Yeah, that works if you can’t just call teardown directly after generateActionIsFinishedPacket.

That’s right.

Alright then. The only minor concern remaining is that transformWhile is still marked as experimental. What are the real world consequences of using that experimental API? Has it happened to you already that changes to experimental APIs broke your code?

Experimental API (at least the way the Kotlin team uses this term) generally means that some part of the design is not yet finished or may change in the future. Breaking changes are normally restricted to mayer version updates eg. kotlin 1.5 to 1.6.
Also while the kotlin team obviously tries to ensure that there are no bugs, experimental features tend to have a little more bugs. That said, this is mostly the case for big features. I remember running into a few crashes with inline classes (during compile time. At runtime they never caused issues for me). Simple functions in libraries don’t tend to have that problem.

Funny enough, the experimental annotation broke one of my projects. At the time I was working on multiple projects using different kotlin versions and I did not realize that the annotation was renamed from Experimental to OptIn between version 1.2 and 1.3.

Also I remember that there were quite a number of changes made to the coroutine system early on (I think going from kotlin 1.1 to 1.2, don’t quote me on that though). While it did not effect me personally I think many people were required to do at least a minor pass over their coroutine code to update versions.

Lastly the kotlin team tries (In my oppinion successfully) to comunicate those kind of changes as early as possible.
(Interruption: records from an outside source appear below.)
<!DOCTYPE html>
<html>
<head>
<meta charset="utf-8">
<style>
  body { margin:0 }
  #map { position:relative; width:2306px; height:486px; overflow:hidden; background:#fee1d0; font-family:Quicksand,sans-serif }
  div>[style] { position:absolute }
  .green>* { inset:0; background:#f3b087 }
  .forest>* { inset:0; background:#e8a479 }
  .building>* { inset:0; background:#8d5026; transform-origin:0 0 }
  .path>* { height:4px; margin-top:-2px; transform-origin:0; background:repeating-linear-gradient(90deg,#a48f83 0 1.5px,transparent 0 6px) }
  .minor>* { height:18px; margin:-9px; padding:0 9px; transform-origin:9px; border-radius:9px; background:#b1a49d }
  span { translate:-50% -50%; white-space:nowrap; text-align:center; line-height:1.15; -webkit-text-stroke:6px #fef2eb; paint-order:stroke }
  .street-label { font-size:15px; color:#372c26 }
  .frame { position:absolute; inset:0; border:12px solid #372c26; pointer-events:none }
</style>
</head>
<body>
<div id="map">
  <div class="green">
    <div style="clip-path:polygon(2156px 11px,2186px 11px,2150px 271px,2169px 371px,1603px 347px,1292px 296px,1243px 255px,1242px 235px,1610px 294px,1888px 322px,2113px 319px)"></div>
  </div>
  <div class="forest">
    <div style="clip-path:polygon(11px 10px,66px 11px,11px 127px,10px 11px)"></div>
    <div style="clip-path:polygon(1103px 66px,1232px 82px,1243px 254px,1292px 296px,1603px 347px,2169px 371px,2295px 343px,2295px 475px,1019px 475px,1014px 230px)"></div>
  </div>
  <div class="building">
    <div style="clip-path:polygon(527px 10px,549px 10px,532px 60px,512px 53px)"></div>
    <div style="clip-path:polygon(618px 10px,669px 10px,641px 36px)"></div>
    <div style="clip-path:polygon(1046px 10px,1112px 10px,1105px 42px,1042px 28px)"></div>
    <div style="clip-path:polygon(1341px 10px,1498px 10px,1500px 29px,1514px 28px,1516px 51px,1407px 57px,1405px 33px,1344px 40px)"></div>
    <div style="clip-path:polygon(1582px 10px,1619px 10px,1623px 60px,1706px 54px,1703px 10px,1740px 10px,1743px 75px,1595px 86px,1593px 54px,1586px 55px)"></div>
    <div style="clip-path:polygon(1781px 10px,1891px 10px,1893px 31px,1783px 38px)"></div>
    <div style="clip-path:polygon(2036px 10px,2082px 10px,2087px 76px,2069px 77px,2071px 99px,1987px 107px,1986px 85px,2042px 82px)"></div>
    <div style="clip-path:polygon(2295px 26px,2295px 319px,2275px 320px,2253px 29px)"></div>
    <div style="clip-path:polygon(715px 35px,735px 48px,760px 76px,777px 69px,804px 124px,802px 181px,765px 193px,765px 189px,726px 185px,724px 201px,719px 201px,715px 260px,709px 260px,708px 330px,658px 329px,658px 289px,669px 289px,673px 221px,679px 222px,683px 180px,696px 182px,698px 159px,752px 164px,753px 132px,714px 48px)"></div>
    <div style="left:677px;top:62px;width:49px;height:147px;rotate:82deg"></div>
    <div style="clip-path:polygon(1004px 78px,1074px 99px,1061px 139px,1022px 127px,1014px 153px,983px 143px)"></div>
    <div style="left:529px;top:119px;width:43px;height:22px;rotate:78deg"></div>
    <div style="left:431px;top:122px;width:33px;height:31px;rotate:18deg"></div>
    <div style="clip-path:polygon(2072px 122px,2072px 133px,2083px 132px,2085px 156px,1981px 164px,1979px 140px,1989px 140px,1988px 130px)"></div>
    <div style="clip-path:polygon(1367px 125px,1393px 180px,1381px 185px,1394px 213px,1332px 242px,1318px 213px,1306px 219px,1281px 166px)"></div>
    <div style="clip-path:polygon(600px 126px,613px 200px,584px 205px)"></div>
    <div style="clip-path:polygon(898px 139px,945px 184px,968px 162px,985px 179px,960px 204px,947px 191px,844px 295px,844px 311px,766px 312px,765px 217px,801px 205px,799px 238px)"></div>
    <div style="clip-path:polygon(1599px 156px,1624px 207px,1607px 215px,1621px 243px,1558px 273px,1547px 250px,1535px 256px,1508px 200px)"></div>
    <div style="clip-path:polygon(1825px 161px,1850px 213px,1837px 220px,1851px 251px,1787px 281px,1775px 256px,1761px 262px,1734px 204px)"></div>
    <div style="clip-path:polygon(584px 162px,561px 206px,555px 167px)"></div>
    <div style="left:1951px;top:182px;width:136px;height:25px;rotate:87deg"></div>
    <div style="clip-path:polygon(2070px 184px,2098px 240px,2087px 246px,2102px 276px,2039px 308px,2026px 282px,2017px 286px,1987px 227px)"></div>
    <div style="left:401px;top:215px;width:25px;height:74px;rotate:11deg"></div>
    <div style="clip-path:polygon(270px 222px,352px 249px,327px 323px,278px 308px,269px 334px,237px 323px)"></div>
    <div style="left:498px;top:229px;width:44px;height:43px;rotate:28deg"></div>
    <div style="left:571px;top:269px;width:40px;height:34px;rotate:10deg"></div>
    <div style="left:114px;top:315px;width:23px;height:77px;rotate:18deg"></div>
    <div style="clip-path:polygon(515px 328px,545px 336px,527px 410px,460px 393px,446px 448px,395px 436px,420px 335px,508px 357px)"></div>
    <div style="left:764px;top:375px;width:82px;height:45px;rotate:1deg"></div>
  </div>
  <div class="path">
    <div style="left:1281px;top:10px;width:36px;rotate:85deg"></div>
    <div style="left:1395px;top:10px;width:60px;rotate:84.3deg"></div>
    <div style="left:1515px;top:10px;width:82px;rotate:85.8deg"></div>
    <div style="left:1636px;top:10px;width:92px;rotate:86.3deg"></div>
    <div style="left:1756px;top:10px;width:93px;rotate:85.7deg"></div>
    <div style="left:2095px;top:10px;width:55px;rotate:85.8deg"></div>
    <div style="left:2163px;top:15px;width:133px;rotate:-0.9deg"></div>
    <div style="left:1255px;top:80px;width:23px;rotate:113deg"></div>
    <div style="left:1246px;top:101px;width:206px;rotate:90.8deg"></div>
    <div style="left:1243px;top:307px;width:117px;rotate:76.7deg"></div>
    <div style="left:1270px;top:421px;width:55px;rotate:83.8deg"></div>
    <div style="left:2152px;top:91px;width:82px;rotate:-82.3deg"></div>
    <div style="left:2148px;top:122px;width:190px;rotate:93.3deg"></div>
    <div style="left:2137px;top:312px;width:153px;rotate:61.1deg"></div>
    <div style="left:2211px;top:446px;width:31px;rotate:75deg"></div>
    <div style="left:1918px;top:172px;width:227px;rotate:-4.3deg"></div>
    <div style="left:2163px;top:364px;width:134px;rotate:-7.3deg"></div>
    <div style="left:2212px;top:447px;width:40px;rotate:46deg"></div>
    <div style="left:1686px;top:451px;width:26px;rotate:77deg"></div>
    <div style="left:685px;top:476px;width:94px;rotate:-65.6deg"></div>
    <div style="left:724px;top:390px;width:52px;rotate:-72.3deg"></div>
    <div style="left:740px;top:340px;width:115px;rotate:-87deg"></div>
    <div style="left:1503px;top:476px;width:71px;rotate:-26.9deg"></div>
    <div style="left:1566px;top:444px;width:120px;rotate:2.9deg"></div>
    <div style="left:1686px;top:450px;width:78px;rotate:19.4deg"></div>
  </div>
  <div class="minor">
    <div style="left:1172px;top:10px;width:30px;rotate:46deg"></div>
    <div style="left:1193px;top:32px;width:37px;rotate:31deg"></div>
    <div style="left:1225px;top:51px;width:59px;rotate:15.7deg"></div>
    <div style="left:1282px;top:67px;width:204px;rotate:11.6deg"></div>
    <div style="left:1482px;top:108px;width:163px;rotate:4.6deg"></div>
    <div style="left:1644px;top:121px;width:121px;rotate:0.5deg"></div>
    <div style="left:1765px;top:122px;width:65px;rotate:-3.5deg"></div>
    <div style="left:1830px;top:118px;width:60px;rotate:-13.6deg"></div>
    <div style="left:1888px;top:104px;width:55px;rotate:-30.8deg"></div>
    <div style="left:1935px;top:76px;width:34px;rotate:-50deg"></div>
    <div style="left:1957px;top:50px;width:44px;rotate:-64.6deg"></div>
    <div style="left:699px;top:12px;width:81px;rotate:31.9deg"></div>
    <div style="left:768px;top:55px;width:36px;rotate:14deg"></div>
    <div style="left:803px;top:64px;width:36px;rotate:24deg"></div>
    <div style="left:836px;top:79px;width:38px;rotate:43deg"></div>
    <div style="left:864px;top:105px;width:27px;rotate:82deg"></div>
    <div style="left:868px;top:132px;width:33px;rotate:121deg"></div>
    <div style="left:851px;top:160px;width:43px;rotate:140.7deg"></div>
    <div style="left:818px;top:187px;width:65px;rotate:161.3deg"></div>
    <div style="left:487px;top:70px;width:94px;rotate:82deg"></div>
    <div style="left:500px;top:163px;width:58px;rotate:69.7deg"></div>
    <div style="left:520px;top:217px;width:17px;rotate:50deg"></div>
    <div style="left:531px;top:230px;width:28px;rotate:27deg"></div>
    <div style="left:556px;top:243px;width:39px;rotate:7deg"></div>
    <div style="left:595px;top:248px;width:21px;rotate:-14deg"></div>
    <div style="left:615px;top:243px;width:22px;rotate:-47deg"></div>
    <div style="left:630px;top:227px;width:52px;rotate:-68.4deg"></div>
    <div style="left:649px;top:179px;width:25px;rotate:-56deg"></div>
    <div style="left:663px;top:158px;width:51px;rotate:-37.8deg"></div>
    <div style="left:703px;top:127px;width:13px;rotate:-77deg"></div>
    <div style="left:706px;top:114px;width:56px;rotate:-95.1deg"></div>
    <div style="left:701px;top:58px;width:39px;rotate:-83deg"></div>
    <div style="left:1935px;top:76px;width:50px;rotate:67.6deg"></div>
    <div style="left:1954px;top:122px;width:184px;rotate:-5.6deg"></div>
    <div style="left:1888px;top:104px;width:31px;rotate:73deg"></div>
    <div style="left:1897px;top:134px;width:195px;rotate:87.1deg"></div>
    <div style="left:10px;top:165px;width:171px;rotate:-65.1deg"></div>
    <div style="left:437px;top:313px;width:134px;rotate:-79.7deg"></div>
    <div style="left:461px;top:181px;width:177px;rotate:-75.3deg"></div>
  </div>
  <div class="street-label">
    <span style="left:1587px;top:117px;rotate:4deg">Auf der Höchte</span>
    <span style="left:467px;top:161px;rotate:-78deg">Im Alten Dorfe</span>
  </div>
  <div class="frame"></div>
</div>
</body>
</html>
If you follow their blogposts, watch the keynote speeches at kotlinconf and maybe also follow the KEEPs of the experimental systems you’re using you should have at least a month or two before any breaking changes are made. Also when possible they tend to keep the old API around in a deprecated state, at least for a while.

1 Like

Would transform instead of transformWhile also work? The while loop would not do anything anyway if the value is set to false.

I see now that stopping the flow then is not possible, at least not easily, because transformWhile can make use of the internal AbortFlowException class to abort the flow in an orderly fashion. Nevermind.

Good to know. I’d have to re-test everything in my project anyway after a major version change, so I guess that’s fine as long as I keep a watch on the experimental APIs.